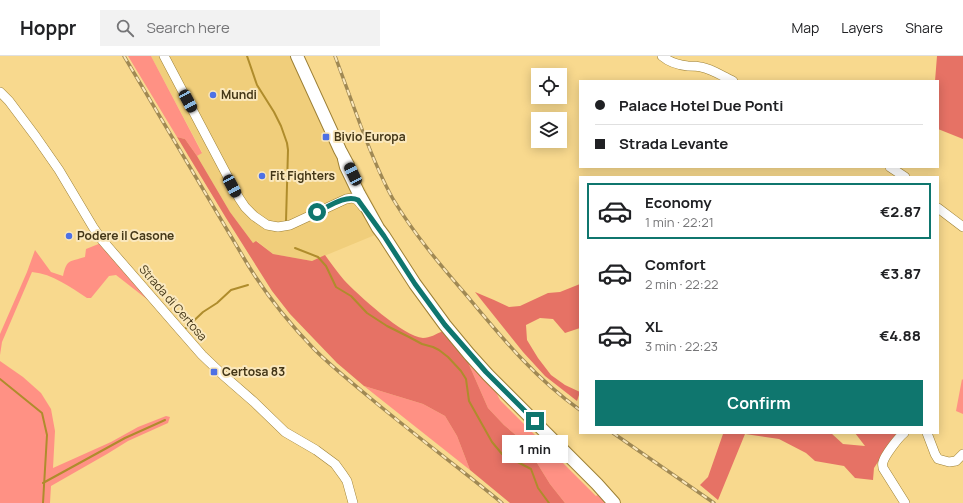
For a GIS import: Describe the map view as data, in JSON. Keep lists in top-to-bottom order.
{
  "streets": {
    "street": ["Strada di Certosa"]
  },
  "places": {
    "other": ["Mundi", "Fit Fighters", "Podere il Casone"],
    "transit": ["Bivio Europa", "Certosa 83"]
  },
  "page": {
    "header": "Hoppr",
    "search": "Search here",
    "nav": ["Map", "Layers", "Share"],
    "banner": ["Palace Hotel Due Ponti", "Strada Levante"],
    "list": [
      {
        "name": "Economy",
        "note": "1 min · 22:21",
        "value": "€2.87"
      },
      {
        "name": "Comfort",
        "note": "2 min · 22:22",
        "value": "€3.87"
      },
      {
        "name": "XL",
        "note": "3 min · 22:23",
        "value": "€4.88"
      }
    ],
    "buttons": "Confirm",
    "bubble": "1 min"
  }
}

- [Required work] Print the records again exactly, pictures excluded.

- [Answer to the problem]
For a GIS import: Describe the map view as data, in JSON. Keep lists in top-to-bottom order.
{
  "streets": {
    "street": ["Strada di Certosa"]
  },
  "places": {
    "other": ["Mundi", "Fit Fighters", "Podere il Casone"],
    "transit": ["Bivio Europa", "Certosa 83"]
  },
  "page": {
    "header": "Hoppr",
    "search": "Search here",
    "nav": ["Map", "Layers", "Share"],
    "banner": ["Palace Hotel Due Ponti", "Strada Levante"],
    "list": [
      {
        "name": "Economy",
        "note": "1 min · 22:21",
        "value": "€2.87"
      },
      {
        "name": "Comfort",
        "note": "2 min · 22:22",
        "value": "€3.87"
      },
      {
        "name": "XL",
        "note": "3 min · 22:23",
        "value": "€4.88"
      }
    ],
    "buttons": "Confirm",
    "bubble": "1 min"
  }
}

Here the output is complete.